## Entries supplied

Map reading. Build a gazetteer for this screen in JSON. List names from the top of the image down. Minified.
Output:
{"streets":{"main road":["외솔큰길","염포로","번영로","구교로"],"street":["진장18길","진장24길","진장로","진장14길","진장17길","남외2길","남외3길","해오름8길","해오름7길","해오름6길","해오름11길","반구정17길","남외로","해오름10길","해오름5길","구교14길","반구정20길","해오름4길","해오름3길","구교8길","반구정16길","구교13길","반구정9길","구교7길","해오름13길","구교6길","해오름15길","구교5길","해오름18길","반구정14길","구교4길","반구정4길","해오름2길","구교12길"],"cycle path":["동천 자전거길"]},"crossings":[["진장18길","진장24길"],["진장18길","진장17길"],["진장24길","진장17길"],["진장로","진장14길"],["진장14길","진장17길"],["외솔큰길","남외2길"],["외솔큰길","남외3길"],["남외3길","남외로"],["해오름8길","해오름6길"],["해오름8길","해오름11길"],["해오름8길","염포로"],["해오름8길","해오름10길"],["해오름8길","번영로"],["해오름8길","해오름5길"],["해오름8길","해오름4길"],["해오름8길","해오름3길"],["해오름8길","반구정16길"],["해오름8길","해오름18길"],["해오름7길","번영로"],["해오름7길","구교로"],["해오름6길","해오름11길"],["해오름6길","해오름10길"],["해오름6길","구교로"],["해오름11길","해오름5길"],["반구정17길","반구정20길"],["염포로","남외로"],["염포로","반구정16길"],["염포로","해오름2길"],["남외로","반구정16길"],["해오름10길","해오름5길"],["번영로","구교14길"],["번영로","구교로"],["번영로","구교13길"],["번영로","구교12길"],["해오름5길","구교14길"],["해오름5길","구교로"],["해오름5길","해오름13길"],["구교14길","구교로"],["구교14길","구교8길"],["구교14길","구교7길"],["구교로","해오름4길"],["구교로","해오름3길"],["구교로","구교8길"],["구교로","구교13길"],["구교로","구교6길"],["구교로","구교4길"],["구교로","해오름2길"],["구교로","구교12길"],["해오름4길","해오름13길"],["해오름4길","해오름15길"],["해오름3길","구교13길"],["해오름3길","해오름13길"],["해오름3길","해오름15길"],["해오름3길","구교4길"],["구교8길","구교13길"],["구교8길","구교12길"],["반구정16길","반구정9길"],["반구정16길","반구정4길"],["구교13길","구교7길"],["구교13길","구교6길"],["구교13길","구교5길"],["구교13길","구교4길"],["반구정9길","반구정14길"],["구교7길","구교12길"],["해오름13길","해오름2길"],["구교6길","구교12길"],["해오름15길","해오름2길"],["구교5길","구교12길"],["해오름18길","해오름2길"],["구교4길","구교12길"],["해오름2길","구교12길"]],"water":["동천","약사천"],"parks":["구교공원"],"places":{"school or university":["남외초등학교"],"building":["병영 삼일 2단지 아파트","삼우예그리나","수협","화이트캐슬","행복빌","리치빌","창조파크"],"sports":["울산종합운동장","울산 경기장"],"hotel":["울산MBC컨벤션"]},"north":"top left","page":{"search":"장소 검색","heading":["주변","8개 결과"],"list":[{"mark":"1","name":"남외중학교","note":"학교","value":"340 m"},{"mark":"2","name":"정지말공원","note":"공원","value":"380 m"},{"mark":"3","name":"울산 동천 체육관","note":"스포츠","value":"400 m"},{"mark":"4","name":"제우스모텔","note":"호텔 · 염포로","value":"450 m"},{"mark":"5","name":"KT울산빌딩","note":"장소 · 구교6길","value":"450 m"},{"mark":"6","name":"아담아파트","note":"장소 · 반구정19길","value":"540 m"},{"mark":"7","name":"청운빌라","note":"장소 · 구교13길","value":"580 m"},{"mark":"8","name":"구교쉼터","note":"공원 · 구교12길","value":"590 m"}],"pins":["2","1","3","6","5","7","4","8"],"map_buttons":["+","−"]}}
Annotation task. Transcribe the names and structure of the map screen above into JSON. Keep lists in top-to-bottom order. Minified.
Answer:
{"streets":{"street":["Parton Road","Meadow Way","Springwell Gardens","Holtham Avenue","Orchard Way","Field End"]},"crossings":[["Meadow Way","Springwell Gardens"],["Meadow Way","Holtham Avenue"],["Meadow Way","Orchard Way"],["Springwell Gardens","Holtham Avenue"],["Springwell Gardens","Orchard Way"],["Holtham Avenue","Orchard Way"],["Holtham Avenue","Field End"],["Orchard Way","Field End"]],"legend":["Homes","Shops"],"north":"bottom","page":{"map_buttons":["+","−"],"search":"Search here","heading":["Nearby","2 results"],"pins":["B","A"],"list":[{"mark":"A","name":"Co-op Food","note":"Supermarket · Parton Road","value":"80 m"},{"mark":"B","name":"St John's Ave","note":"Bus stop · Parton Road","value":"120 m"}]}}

## The problem
Whatever lies between the line containing "Annotation task. Transcribe" and the final line above, both included, must be returned exactly.

## Answer for this exercise
Annotation task. Transcribe the names and structure of the map screen above into JSON. Keep lists in top-to-bottom order. Minified.
Answer:
{"streets":{"street":["Parton Road","Meadow Way","Springwell Gardens","Holtham Avenue","Orchard Way","Field End"]},"crossings":[["Meadow Way","Springwell Gardens"],["Meadow Way","Holtham Avenue"],["Meadow Way","Orchard Way"],["Springwell Gardens","Holtham Avenue"],["Springwell Gardens","Orchard Way"],["Holtham Avenue","Orchard Way"],["Holtham Avenue","Field End"],["Orchard Way","Field End"]],"legend":["Homes","Shops"],"north":"bottom","page":{"map_buttons":["+","−"],"search":"Search here","heading":["Nearby","2 results"],"pins":["B","A"],"list":[{"mark":"A","name":"Co-op Food","note":"Supermarket · Parton Road","value":"80 m"},{"mark":"B","name":"St John's Ave","note":"Bus stop · Parton Road","value":"120 m"}]}}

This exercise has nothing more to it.